Ahn construed as attention-seeker
Ahn, speaking at a press conference yesterday, said a special prosecutor should be appointed to look into expanding allegations that the National Intelligence Service and the military’s Cyber Warfare Command - as well as the Ministry of Patriots and Veterans Affairs and the Ministry of Security and Public Administration - colluded in support of Park Geun-hye, the ruling party’s presidential candidate at the time.
“Let the independent counsel handle what happened during the presidential election,” he said, “and we, the politicians, will focus on national agendas and the improvement of people’s lives.”
The ruling Saenuri Party was quick to criticize, dismissing Ahn’s move as an attention-seeking measure.
“Ahn probably felt the desperate need to remind the public of his presence,” said Representative Kim Tae-heum, Saenuri Party spokesman. “But he must refrain from making remarks that will fuel distrust in the judiciary and create a social rift.”
Kim added that the prosecution is currently holding an investigation and that trials are ongoing for some of the allegations.
“Ahn should have made the proposal after the trials are over,” Kim said. “His actions are irresponsible. Ahn always acts this way whenever his presence is weakened.”
The opposition Democratic Party - watchful of Ahn’s attempt to expand his control over the liberal arena - responded with lukewarm sentiments toward his proposal.
Although the DP said it agrees with Ahn’s assessment on the magnitude of the issue, an independent counsel probe should be established only after the trials and ongoing investigations by the prosecution end.
Asked about growing speculations that he plans to create a new political party, Ahn said yesterday that he will address the issue at another time.
However, a source from Policy Network Tomorrow, Ahn’s think tank, told the JoongAng Ilbo on Sunday that a preparatory team will launch before the end of this month to work toward the establishment of a new party.

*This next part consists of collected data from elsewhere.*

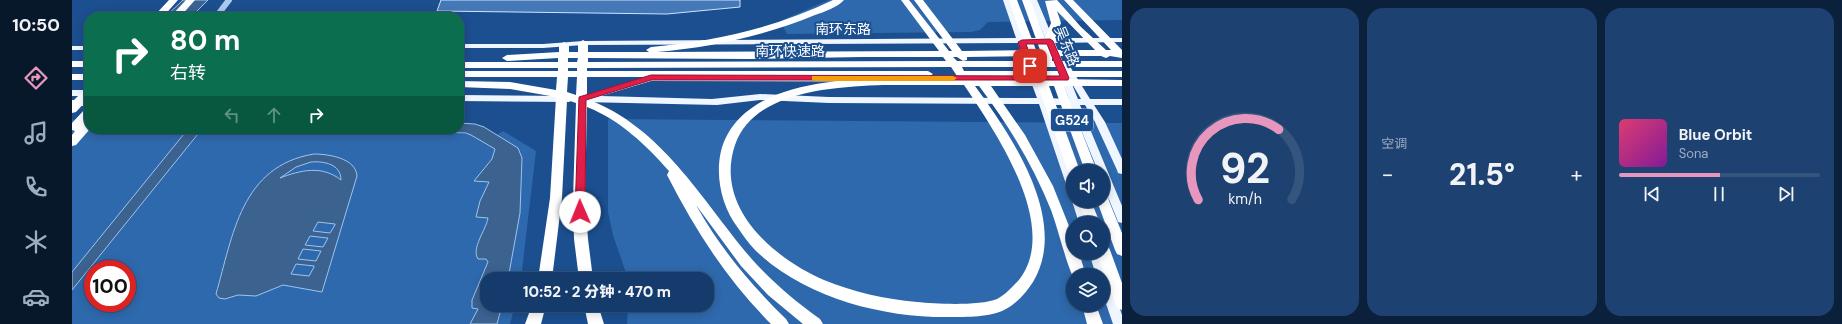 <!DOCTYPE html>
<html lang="zh">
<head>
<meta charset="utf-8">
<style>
	:root { --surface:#143b6b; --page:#1d4271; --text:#f1f3f6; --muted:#9dadc1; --line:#33557e; --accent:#e797bd }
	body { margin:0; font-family:"DM Sans","Noto Sans SC",sans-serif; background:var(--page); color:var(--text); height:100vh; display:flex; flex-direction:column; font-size:15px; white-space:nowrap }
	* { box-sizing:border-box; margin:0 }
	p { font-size:13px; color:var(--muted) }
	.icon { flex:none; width:22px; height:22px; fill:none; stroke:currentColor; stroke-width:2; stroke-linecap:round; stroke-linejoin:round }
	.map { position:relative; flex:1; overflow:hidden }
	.sheet { display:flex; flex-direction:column; gap:8px; padding:8px; background:#0b203b; width:720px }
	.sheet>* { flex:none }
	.hud { position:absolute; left:12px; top:12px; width:380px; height:122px; border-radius:16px; box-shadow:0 2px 10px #0003,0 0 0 1px var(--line); background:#0b6e4f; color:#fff; overflow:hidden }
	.fabs { position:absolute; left:994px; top:164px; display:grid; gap:8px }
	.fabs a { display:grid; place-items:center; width:44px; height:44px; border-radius:50%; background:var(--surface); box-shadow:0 2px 10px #0003,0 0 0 1px var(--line); font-size:20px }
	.speed { position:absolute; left:12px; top:260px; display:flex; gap:8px; font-size:20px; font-weight:700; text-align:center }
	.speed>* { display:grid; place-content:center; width:52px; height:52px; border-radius:50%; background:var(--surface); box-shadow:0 2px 10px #0003,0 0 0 1px var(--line); line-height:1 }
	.speed .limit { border:6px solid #d22; background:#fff; color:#111 }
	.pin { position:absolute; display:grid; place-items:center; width:34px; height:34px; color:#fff; margin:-17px; border-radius:8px; box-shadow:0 2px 6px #0006 }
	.me { position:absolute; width:44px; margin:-22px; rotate:359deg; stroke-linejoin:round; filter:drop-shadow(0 0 3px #0008) }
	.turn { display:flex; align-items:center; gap:14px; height:84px; padding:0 20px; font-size:18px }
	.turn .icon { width:52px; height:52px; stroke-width:2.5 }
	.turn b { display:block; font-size:28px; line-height:34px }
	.lanes { display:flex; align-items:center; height:38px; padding:0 20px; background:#0003; justify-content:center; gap:20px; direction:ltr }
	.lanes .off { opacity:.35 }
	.big { font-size:30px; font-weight:800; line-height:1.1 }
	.sheet .widget { flex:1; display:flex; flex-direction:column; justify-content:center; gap:6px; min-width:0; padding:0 14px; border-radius:16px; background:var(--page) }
	.sheet .dial { align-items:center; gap:0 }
	.dial svg { height:104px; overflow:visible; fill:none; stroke:var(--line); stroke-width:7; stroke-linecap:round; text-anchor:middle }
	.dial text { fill:var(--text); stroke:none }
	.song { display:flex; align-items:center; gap:12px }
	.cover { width:48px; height:48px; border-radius:6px; background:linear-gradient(135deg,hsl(340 70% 55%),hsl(290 70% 35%)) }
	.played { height:4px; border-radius:2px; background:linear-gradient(90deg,var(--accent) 50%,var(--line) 50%) }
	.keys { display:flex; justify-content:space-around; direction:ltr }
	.heat { display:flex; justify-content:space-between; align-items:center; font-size:22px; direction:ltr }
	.sheet .tiles { flex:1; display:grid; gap:8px; grid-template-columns:repeat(3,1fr) }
	.trip { position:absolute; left:408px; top:272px; width:234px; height:40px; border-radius:16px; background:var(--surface); box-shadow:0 2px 10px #0003,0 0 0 1px var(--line); font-weight:800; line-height:40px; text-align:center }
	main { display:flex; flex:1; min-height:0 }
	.menu { display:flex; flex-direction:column; width:72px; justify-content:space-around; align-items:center; background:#08182b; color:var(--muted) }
	.menu .icon { width:28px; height:28px }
	.menu .on { color:var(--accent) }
	.menu b { font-size:18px; color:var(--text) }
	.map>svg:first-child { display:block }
</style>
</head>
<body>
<main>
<nav class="menu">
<b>10:50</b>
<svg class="icon on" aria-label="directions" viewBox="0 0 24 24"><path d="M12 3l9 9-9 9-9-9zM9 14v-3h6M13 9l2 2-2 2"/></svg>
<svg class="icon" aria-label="music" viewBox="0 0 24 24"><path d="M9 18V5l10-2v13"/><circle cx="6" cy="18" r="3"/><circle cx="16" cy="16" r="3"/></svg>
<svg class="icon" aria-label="phone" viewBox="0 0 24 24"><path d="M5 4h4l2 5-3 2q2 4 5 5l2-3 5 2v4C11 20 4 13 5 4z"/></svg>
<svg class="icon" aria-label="climate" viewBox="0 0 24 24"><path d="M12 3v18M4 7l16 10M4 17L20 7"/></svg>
<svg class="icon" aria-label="car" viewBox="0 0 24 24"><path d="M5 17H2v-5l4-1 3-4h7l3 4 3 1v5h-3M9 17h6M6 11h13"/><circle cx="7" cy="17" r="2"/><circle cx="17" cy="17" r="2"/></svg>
</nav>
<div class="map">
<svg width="1050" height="324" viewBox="0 0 1050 324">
	<rect width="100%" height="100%" fill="#1b4f8f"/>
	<!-- green -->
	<path fill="#2e69ad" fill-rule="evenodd" d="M 757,0 L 1050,0 L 1050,20 L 916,22 L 908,30 L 899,32 L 715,34 L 708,21 Z
		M 0,119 L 17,129 L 252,129 L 425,135 L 431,131 L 464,151 L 449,279 L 415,279 L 415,305 L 443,305 L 438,324 L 0,324 ZM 21,269 L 55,269 L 55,303 L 21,303 Z
		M 536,119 L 1050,123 L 1050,324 L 555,324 L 556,305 L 635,305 L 635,279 L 556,279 L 541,235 L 536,212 ZM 1001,171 L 1031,171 L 1031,201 L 1001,201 ZM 1001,223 L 1031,223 L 1031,253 L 1001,253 ZM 1001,275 L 1031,275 L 1031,305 L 1001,305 Z"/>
	<!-- water -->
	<path fill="#3c6290" stroke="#9cc4f0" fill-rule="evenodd" d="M 111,0 L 136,0 L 119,17 L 93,17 Z
		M 387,123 L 403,124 L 412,127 L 446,148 L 450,158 L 448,213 L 436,279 L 415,279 L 415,305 L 430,305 L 425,324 L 398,324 L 406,309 L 400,308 L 400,300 L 416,262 L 414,259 L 406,259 C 399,248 414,230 416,218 L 404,217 L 408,201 L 417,182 L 402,181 L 420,159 L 423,149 L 399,135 L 394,133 L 252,129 L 387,129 Z
		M 116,129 L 130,129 L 0,290 L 0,272 Z
		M 242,154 C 256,154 284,158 285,176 L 250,292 L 211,285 L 184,296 L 166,295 L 153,299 L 147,298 L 144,294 C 161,235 169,166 242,154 ZM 239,162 C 252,161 269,164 269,180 C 250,165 229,170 208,178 L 224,167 ZM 246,222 L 263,224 L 263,225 L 258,233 L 241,231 ZM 238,236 L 255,238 L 256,238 L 251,247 L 233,245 ZM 231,249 L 249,251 L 244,261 L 226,259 ZM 224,264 L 242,266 L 242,267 L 237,276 L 219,274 Z"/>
	<!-- building -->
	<path fill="#4478b7" stroke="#cfe3fa" d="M 369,0 L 668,0 L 668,7 L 595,14 L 365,11 Z"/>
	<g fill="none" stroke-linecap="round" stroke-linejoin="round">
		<!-- minor -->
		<path stroke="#a9c9ee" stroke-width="6" d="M 144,17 L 157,0"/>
		<!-- major -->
		<path fill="#f0f6ff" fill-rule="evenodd" d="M 931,0 L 939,0 L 952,38 L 973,38 L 957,0 L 965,0 L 981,38 L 1050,38 L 1050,42 L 983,43 L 992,65 L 997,65 L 1018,99 L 1050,99 L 1050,105 L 1022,105 L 1033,122 L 1050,159 L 1050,174 L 1046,173 L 1045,170 L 1023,122 L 1013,105 L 1008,105 L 1050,206 L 1050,223 L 1046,222 L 1045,219 L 1031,185 L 1031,171 L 1026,171 L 999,105 L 976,105 L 1001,175 L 1001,194 L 997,193 L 996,190 L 967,104 L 757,103 L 688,100 L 645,105 L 510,102 L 505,99 L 507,97 L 579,75 L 957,76 L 946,43 L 511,45 L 471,48 L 387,48 L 387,44 L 471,44 L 511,41 L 944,38 ZM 954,43 L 974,43 L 988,76 L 966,76 ZM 579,81 L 959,82 L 965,98 L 757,97 L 688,94 L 640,99 L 529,96 ZM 968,82 L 990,82 L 997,99 L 974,98 ZM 999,82 L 1009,99 L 1006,99 Z
			M 0,46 L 17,46 L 17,50 L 0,50 Z
			M 0,90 L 17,90 L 17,96 L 0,96 Z
			M 387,95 L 497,96 L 502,99 L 497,102 L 387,101 Z
			M 0,100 L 17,100 L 17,106 L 0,106 Z
			M 1001,199 L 1001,201 L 1010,201 L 1017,223 L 1007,223 L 1000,201 Z
			M 1017,253 L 1029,253 L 1050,315 L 1050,324 L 1041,324 L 1031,295 L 1031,275 L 1024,275 Z"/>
		<!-- highway -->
		<path fill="#fff" fill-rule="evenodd" d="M 97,0 L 106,0 L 91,17 L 81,17 Z
			M 114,0 L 123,0 L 108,17 L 98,17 Z
			M 761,0 L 772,0 C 766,7 752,12 743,15 C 692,36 639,47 585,52 L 867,51 L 829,0 L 837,0 L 877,51 L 880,51 L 842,0 L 851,0 L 890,51 L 954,50 L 937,0 L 945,0 L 964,50 L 968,50 L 950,0 L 958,0 L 973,38 L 979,23 L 973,1 L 985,0 L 1009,27 L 1034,50 L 1039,50 L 992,0 L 1001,0 L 1050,50 L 1050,58 L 1038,56 L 1034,58 L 1029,56 L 980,56 L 980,61 L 1050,61 L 1050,67 L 890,67 L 892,71 L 1050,71 L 1050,77 L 989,77 L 989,79 L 1050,80 L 1050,86 L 992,86 L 1025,171 L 1013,171 L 982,86 L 977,86 L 1008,171 L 1001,171 L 1001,175 L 998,174 L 996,171 L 966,86 L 919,86 L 953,135 L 981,186 L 1001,236 L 1001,253 L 1007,253 L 1014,275 L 1001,275 L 1001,277 C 992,256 987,232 979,210 C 961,165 936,124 907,86 L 903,86 C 939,135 998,221 961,282 C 954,293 944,304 932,310 C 919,317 894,317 879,317 C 811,318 733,298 683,250 C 676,243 671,235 666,228 C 650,207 643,177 649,151 C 672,65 820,79 887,79 L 879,67 L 515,68 L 515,71 L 856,71 L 861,74 L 856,77 L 515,77 L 515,99 C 590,127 629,199 678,257 C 699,281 723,301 748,319 L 751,324 L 731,324 L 696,295 L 669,266 L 624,205 C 648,248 679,285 714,319 L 717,324 L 699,324 C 655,280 623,230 595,175 L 597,171 C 574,145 548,120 515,107 L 513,199 L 516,239 L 521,279 L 507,279 L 502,239 L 501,199 L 504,103 L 495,100 L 490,198 L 480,279 L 466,279 L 478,198 L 484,97 L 438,89 L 387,87 L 387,81 L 438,82 L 484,90 L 485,77 L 387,77 L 387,71 L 486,71 L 486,68 L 387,68 L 387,62 L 486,62 L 486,58 L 435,61 L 430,58 L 435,55 L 487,52 L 487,45 L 492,42 L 497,45 L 497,52 L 506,52 L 506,43 L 511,40 L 516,43 L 516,52 L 577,52 L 574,50 L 579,47 C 643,41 703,28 761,0 ZM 985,11 L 1023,50 L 978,50 L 975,43 L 980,43 L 982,41 L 989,23 ZM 956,56 L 958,61 L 891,61 L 895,60 L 895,57 ZM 966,56 L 970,56 L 972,61 L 966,61 ZM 790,57 L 871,57 L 874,61 L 516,62 L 516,58 L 677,59 ZM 881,57 L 885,57 L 891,61 L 885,61 ZM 496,58 L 506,58 L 505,62 L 496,62 ZM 496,68 L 505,68 L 505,71 L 496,71 ZM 496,77 L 505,77 L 504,95 L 495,92 ZM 897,77 L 902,77 L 902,79 L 898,79 ZM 912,77 L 963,77 L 964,79 L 913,79 ZM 973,77 L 978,77 L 979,79 L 974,79 ZM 811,85 L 892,85 C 923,131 990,228 946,281 C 940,287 933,295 925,299 C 908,306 864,304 845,302 C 813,299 781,292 752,280 C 701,258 642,207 663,145 C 682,90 763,87 811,85 Z
			M 0,61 L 17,61 L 17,67 L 0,67 Z
			M 0,74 L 17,74 L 17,80 L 0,80 Z
			M 17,87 L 17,98 L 4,112 L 0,113 L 0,102 L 13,89 Z
			M 17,108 L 18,129 L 4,145 L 0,146 L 0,135 L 3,131 L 0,130 L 0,123 L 13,109 Z
			M 1031,196 L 1036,197 L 1037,201 L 1050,233 L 1050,256 L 1045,254 L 1043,250 L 1025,201 L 1031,201 Z
			M 1007,201 L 1019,201 L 1028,223 L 1014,223 Z
			M 1031,244 L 1036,246 L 1038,250 L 1050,283 L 1050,310 L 1045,308 L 1043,303 L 1025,253 L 1031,253 Z
			M 460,305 L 474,305 L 469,324 L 453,324 Z
			M 512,305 L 526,305 L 532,324 L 516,324 Z
			M 1010,305 L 1024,305 L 1031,324 L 1015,324 Z"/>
	</g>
	<!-- route -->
	<path fill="#e11d48" stroke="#92132f" d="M 978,39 L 981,41 L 997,78 L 996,80 L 579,80 L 514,100 L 513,212 L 508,216 L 503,212 L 507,97 L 579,75 L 988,76 L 975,44 L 954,44 L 962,66 L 958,69 L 954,66 L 946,42 L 950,40 Z"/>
	<!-- slow -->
	<path fill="#f59e0b" d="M 740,76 L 881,76 L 885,78 L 881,81 L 743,81 L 740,80 Z"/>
	<g text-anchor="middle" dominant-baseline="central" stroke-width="4" stroke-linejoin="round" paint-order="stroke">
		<!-- shield labels -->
		<rect fill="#1b4f8f" stroke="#bbcadd" stroke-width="1" x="979" y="109" width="42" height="22" rx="3"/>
		<g font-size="13" font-weight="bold" fill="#fff">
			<text x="1000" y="120">G524</text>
		</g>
		<!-- street labels -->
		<g font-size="14" fill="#fff" stroke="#1b4f8f">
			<text x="771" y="29">南环东路</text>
			<text transform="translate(995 46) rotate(68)">吴东路</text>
			<text x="718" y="51">南环快速路</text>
		</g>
	</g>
</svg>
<div class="fabs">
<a><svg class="icon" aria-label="sound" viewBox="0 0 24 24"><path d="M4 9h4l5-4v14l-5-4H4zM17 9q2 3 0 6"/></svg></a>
<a><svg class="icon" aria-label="search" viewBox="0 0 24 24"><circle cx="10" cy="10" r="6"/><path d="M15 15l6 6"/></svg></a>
<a><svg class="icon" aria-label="layers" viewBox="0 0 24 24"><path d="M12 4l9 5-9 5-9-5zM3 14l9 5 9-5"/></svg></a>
</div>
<div class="speed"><div class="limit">100</div></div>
<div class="pin" style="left:958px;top:66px;background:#d93025"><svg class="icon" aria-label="arrive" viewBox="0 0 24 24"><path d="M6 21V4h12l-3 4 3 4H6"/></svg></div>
<svg class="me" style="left:508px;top:212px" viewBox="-20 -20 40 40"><circle r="19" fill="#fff"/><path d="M0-13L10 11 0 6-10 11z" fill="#e11d48"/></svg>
<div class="trip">10:52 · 2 分钟 · 470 m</div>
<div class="hud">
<div class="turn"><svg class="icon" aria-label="right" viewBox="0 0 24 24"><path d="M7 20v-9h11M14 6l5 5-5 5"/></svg><div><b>80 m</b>右转</div></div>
<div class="lanes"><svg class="icon off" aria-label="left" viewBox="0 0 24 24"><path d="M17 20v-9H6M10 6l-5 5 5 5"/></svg><svg class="icon off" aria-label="ahead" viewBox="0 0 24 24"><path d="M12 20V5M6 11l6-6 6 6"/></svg><svg class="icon" aria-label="right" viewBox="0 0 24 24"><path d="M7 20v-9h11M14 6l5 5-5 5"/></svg></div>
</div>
</div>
<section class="sheet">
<div class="tiles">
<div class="widget dial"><svg viewBox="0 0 100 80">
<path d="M14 69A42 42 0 1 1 86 69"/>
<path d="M14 69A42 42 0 0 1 76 15" stroke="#e797bd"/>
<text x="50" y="56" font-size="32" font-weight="700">92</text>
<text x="50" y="72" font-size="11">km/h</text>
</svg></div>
<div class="widget"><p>空调</p>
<div class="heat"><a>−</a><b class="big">21.5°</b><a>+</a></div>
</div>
<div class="widget">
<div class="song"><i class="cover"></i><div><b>Blue Orbit</b><p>Sona</p></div></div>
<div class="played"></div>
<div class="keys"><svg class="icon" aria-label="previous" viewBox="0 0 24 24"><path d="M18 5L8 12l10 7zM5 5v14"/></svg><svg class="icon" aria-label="pause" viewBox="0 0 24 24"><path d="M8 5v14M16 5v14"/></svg><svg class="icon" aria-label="next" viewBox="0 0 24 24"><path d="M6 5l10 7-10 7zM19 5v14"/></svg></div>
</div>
</div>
</section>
</main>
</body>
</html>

Ahn has apparently already begun recruiting candidates for next year’s local elections, appointing them as policy executors at his think tank. He planned to recruit 1,500 candidates for the local elections before launching his new party. The move is presumably fueled by the Democratic Party’s latest defeats in the by-elections.
“We are carefully creating our visions and policies in order to avoid repeating mistakes of the failed political parties,” Representative Song Ho-chang, an independent lawmaker and Ahn’s close associate, said on Friday.
At the press conference yesterday, Ahn dismissed a Democratic Party lawmaker’s claims on a behind-the-scene negotiation between Ahn and Moon Jae-in - formerly the presidential candidate for the DP-? to consolidate their candidacies during the presidential election. Ahn eventually bowed out of the race and showed halfhearted support for Moon; the Saenuri Party’s Park went on to win the race.
While the two sides remained tight-lipped about the negotiations, Representative Hong Young-pyo of the Democratic Party claimed in his recently published memoir that Ahn had asked Moon to call him the “future president” and demanded the right to establish a new political party.
“It is inappropriate to talk about [this subject] at this press conference,” Ahn said. “The claim doesn’t deserve my response.”
The Saenuri Party, meanwhile, has criticized both liberal factions for the conflict.
“People find their nonsense about the ‘future president’ humorous,” said Representative Hong Moon-jong, secretary-general of the ruling party. “New politics and ‘future presidents’ are a luxury to those who are participating in political mudslinging. Their best choice is to lay low and stay quiet.”